Bekori, drunk on the intoxicating fumes of his perceived authority and the bitter taste of revenge, sneered at the imposing figure. "You cannot stop me, Kuma! This kingdom will finally bow before its rightful ruler! The parasites will be excised!" He gestured dismissively towards his shackled pawns. "And if you dare to interfere… well, these are not mere criminals. They are the cherished possessions of the Celestial Dragons. Their wrath is a tempest that will drown even a Devil Fruit user such as yourself." He turned to me, a triumphant, almost conspiratorial glint in his eyes. "Lieutenant, show this… revolutionary… the unyielding authority of the World Government!"

I regarded Kuma, my own emotions leashed behind a carefully constructed mask of professional detachment. "Surrender, Bartholomew Kuma," I stated, my voice a flat, emotionless plane. "Resist, and the Marines will have no recourse but to designate you a pirate, a cancer upon the order of the world."

Bekori's laughter, a harsh, grating sound, ripped through the tense square. "Magnificent, Lieutenant! A Marine endorsing my divine right! This is far more gratifying than I could have possibly conceived!"

Kuma, however, remained unmoved by the hollow threats and petty pronouncements. His gaze, sharp and unwavering, pierced through my carefully constructed facade, as if seeking the rot beneath the polished surface. "Why?" he asked, his voice a low, resonant rumble that carried the weight of untold suffering. "Why do the Marines, the supposed guardians of justice, debase themselves before the celestial vermin instead of fighting for true liberation?"

"Kuhahaha…" The sound erupted from me, a dry, rasping laugh that held no humor, only a chilling amusement at his naivete. I turned to Bekori, a predatory grin stretching my lips, the carefully maintained composure finally fracturing. "Tell me, King," I began, my voice a silken whisper laced with a dangerous amusement, "were the bounties on these… exquisite acquisitions… frozen upon their be slave?"

Before Bekori could even stammer out the first syllable of his undoubtedly ignorant reply, I made a sharp, distinct "Bang!" sound with my mouth. The sudden, unexpected noise cracked through the tense silence like a physical blow.

Then, the very air above Castle Town seemed to shimmer and tear, not with rain, but with a silent, invisible deluge of unimaginable force. Thousands, no, tens of thousands of hyper-dense, microscopic projectiles ripped through the atmosphere with impossible velocity and surgical precision.

Bekori's soldiers, their faces frozen in expressions of utter bewilderment and dawning horror, crumpled like puppets with severed strings. The Celestial Dragon's slaves, their arrogant sneers dissolving into silent screams of pure, unadulterated terror, were ripped apart, their expensive sea-stone cuffs offering no more resistance than cobwebs against a hurricane.
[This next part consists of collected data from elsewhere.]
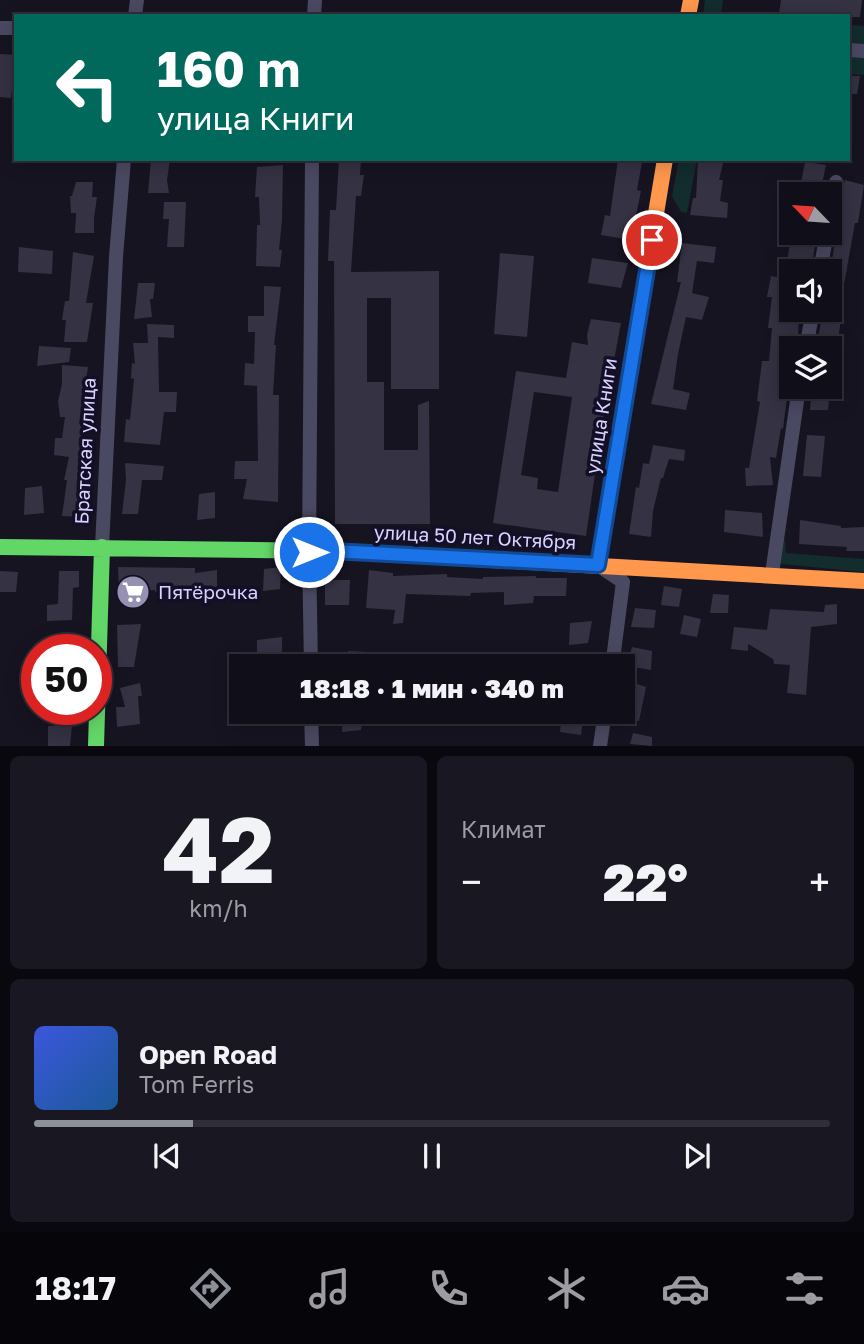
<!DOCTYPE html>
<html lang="ru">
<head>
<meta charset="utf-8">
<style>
	body { margin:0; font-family:"Golos Text",sans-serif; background:#191822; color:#f1f3f6; height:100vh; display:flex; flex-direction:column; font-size:26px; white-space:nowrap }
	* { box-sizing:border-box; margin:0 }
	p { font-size:23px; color:#9c9ca2 }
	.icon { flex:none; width:38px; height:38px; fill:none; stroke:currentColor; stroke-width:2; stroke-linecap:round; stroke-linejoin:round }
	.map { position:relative; height:746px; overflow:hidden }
	.drawer { display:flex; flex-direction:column; gap:10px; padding:10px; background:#09080e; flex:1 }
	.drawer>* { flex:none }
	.banner { position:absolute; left:14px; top:14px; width:836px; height:147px; border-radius:0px; box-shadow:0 4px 18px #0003,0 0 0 2px #302f38; background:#00695c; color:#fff; overflow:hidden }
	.needle { width:46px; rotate:295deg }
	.tools { position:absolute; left:779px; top:182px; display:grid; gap:14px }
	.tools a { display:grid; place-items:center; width:63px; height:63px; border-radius:0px; background:#100f19; box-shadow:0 4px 18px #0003,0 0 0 2px #302f38; font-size:35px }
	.speed { position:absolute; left:21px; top:634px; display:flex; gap:14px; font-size:35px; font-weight:700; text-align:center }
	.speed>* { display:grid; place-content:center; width:91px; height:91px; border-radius:50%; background:#100f19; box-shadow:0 4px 18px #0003,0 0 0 2px #302f38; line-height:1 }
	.speed .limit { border:10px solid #d22; background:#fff; color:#111 }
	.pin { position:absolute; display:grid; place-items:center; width:60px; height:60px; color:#fff; margin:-30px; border:4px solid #fff; border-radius:50%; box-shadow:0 2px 7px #0007 }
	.me { position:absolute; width:77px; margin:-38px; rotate:90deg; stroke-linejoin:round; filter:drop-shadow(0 0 5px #0008) }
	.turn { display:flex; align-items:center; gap:24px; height:147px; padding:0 28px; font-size:32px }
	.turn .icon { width:91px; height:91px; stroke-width:2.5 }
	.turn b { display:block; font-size:49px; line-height:60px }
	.big { font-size:52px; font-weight:800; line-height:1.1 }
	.drawer .widget { flex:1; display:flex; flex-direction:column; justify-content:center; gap:10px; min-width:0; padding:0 24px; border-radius:10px; background:#191822 }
	.drawer .dial { align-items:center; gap:0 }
	.dial b { font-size:91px; line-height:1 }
	.song { display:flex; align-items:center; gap:21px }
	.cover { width:84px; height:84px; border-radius:10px; background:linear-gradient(135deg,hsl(230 70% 55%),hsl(210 70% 35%)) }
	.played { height:7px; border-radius:4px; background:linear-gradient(90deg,#8c9099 20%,#302f38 20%) }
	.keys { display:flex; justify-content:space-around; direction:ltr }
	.heat { display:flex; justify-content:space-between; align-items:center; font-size:38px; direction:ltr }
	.drawer .tiles { flex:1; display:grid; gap:10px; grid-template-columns:1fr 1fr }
	.widget:last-child { grid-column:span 2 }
	.trip { position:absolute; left:229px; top:654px; width:406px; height:70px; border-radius:0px; background:#100f19; box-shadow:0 4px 18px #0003,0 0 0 2px #302f38; font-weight:800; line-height:70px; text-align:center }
	.tab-bar { display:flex; height:112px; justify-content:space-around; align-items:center; background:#06060a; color:#9c9ca2 }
	.tab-bar .icon { width:49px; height:49px }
	.tab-bar .selected { color:#8c9099 }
	.tab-bar b { font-size:32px; color:#f1f3f6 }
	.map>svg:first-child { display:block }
</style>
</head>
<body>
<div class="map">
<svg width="864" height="746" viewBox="0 0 864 746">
	<rect width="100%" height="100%" fill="#161421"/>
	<path fill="#132c2d" d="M705 0H723L721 16H703Z
		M849 25 864 26V45L849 44Z
		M849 54H864V75L849 74Z
		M679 159H697L687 213 681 212 672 196Z
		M785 538 786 553 864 559V572L780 564 779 559Z"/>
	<path fill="#343243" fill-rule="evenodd" d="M781 0H862L860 17H849L797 12V15L779 14Z
		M0 54 16 55 11 98 0 97Z
		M849 76H860L857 94H849Z
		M151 159H170L167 180 169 193H148Z
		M339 159H361L360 175H364L361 196H356L351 272 439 271V389H391V298H367V382H384V450H418V405L429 401 430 524H335L334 261H328L330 210H336Z
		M618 159 642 162 637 190 641 191 631 240 601 235 605 215 610 216Z
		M698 159H724L719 180H723L720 201 728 203 727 218 690 215 693 198H696Z
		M805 162 826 165 820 194H799Z
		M283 165 282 220 279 250H282L280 267 256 266 257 225H260L259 197H255L257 167Z
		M845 180 864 185 858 223H855L838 318H841L837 348H816L822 317H830V273L836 235 835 228 839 218Z
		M76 182H93L92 197H97L94 218V233H75L76 213H71L70 196H72Z
		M164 202H186L184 247H167L169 219H163Z
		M792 233H817L811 271H785Z
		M682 243 716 247 714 263 697 261 692 293 709 297 702 320 686 317 678 354 673 389 690 393 686 410 651 404 681 282H677Z
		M19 247 53 251 52 274 18 272Z
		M73 252 94 256 86 303H93L87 342H64L66 320H62L65 301H69Z
		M500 253 534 256 527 337 494 334Z
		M592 258 628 263 621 288 588 283Z
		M771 276 791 280V310L799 312 798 339 797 348H791V366L783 429 781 428 776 458 770 457 773 485 746 486 745 468H749L760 402 757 401 762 361H769L772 328H768L772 297H767Z
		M138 283H155L153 299H150L152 317 134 319Z
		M264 286 281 287 274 345H276L273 395H279L278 502 243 499 247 479H234L235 461H258L257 386 244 385 245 363 254 364 255 332H248V316H264Z
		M591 319 621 323 612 371H610L586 536 493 523 516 371 566 378 572 342 588 345 587 335ZM534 392 572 397 558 492 537 489 538 478 521 475Z
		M147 324 174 325V338L158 337 159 392H177L176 412H164L160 445 124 442 126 419 130 420 134 379 131 378 132 363 135 364 133 343H148Z
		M39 346 71 348 69 362 37 366Z
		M62 365 88 367 79 424H83L78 464 86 463 83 517 62 516 67 480H64L69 457 54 455 55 438H62L65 417H60L58 401 62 384Z
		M812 387H830L828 410H810Z
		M807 435 825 436 821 477 803 476Z
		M653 445 685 450 684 461 669 459 663 478H661L653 511 651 537 629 534 636 487 639 488 643 463 649 464Z
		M125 463 164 466 162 480H142L138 514H122L126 480Z
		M42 486 44 513 24 515 25 488Z
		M215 492V518L197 520 199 494Z
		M725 510 762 513 763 537 724 532Z
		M800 520 841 526V528L864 527V551H846L847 547 799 544Z
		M118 567 195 568V573L217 570V587L196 591 155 592V590L119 592Z
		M281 567 280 589 263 591 264 569Z
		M369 570 393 573V576L447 574V577L483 579V577L536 576V578H567L566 596H534L533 603 504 605V592L471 593 470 596 406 594 403 623 393 624 395 610 366 608Z
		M0 571 18 572 16 592H0Z
		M59 571H79V587L73 588 72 620 47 621V605L58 604Z
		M325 580H350L349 605H325Z
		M664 586 682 589 679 607 661 605Z
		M713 594 729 595 728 613H710Z
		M837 604V624L811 627 806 695 787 693 790 665 774 664 773 659 748 644V651L731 649 734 627 767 630 770 609 824 612 825 605Z
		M635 608 656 610 654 628 631 627Z
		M684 615 701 619 697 637 680 634Z
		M592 621 588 643 569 645 570 623Z
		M141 624 134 667H118L117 625Z
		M282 637V667H257V640Z
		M632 647 652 651 651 670 627 666Z
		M348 651 370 652 369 663 348 662Z
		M623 679 646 687 639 721 623 718Z
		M140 683 142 696H138L140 724 117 727 116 707H125L120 688Z
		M343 712H363L361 730 342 732Z
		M562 712H584L581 735 560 732Z
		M72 725 70 746H48V726Z
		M633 733 652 737V746L630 744Z"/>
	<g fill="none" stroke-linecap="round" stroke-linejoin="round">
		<path stroke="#4a4962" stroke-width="14" d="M135 16 137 0
			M314 16 315 0
			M0 28H16
			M849 50 864 51
			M830 216 836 182
			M820 271 827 233
			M806 348 813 310
			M102 547 116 257 124 159
			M599 566 623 582 612 667
			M772 574 799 387
			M311 667 309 552 312 159
			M311 712 312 746
			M600 746 605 712"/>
		<path stroke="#63d668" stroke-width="16" d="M0 547 332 551 423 556
			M96 746 102 547"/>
		<path stroke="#ff974d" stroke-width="16" d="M688 16 691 0
			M423 556 864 581
			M598 565 665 159"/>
	</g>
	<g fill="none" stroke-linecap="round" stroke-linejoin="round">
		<defs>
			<path id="route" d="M309 552 332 551 598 565 652 240"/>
		</defs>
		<use href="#route" stroke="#114b97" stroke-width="18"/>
		<use href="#route" stroke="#1a73e8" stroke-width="12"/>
	</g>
	<defs>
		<symbol id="supermarket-disc" viewBox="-11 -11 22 22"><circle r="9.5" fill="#9591b1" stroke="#130f26"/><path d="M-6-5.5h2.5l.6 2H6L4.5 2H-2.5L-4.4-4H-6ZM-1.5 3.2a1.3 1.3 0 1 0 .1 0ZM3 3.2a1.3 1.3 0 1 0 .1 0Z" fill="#fff"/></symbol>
	</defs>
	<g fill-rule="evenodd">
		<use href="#supermarket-disc" x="114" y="573" width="38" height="38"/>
	</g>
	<g text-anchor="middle" stroke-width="7" stroke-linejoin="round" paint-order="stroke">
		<g font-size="19" fill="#d9d4ff" stroke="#130f26">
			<text transform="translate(601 416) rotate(-81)" y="7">улица Книги</text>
			<text transform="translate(85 451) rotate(-87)" y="7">Братская улица</text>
			<text transform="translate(475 537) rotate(3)" y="7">улица 50 лет Октября</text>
		</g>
		<g font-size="19" fill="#d9d4ff" stroke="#130f26" text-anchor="start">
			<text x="158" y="599">Пятёрочка</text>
		</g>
	</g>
</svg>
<div class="tools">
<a><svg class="needle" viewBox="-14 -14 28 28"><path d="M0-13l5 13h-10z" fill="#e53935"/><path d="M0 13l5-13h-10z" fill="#9c9ca2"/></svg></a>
<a><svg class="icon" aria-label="sound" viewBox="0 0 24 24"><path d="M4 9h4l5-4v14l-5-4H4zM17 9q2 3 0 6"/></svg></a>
<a><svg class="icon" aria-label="layers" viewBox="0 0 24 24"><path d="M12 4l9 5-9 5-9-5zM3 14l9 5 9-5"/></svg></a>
</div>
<div class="speed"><div class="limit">50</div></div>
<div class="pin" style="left:652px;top:240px;background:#d93025"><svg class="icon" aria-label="arrive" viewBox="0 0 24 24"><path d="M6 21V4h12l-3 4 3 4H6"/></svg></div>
<svg class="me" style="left:309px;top:552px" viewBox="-20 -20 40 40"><circle r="17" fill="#1a73e8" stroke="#fff" stroke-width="3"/><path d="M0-11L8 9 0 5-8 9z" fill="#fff"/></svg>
<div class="trip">18:18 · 1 мин · 340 m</div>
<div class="banner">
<div class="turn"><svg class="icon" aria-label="left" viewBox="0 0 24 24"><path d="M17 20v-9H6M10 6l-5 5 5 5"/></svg><div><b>160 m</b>улица Книги</div></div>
</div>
</div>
<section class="drawer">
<div class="tiles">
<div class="widget dial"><b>42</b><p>km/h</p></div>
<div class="widget"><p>Климат</p>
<div class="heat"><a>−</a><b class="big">22°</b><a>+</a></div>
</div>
<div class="widget">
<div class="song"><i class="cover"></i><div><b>Open Road</b><p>Tom Ferris</p></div></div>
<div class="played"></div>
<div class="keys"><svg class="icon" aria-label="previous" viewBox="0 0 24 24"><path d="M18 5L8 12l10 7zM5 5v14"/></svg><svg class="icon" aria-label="pause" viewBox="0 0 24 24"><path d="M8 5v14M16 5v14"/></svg><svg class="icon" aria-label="next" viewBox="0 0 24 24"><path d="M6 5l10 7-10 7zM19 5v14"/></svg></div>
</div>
</div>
</section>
<nav class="tab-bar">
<b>18:17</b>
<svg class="icon selected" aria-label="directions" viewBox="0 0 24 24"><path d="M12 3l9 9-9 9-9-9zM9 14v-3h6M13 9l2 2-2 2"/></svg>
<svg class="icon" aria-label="music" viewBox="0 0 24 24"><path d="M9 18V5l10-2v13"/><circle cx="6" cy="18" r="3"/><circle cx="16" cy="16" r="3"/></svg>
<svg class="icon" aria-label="phone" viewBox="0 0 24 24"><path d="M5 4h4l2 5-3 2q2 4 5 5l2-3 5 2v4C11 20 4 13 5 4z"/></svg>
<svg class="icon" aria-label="climate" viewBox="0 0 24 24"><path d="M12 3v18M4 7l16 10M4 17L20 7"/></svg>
<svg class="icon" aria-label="car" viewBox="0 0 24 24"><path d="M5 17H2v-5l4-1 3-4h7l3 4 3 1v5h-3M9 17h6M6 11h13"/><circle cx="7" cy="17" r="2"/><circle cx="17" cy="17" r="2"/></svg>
<svg class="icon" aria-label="filters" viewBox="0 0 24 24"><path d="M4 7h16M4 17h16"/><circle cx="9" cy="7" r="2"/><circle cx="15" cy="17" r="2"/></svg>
</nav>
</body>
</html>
Bekori himself, his brow still furrowed in confusion from my abrupt vocalization, suddenly blossomed with a dozen invisible wounds, his eyes widening in a final, silent question before he collapsed into the crimson-stained dust, a broken, insignificant thing. The downpour of death was swift, absolute, leaving behind a scene of utter, incomprehensible annihilation.

When the invisible storm finally abated, the air hung thick with the metallic tang of blood and the acrid scent of ozone. I stood amidst the carnage, my coat untouched, my heart a cold, still stone. A grim satisfaction settled within me, a perverse sense of order restored.

Kuma stared at me, his massive form frozen in a tableau of shock and dawning comprehension. His eyes, wide with disbelief and a horror that mirrored the devastation around him, tracked my every movement.

I met his gaze, a strange, almost serene light illuminating my own. "This," I stated, my voice a quiet pronouncement in the echoing silence, "is the only justice worth believing in."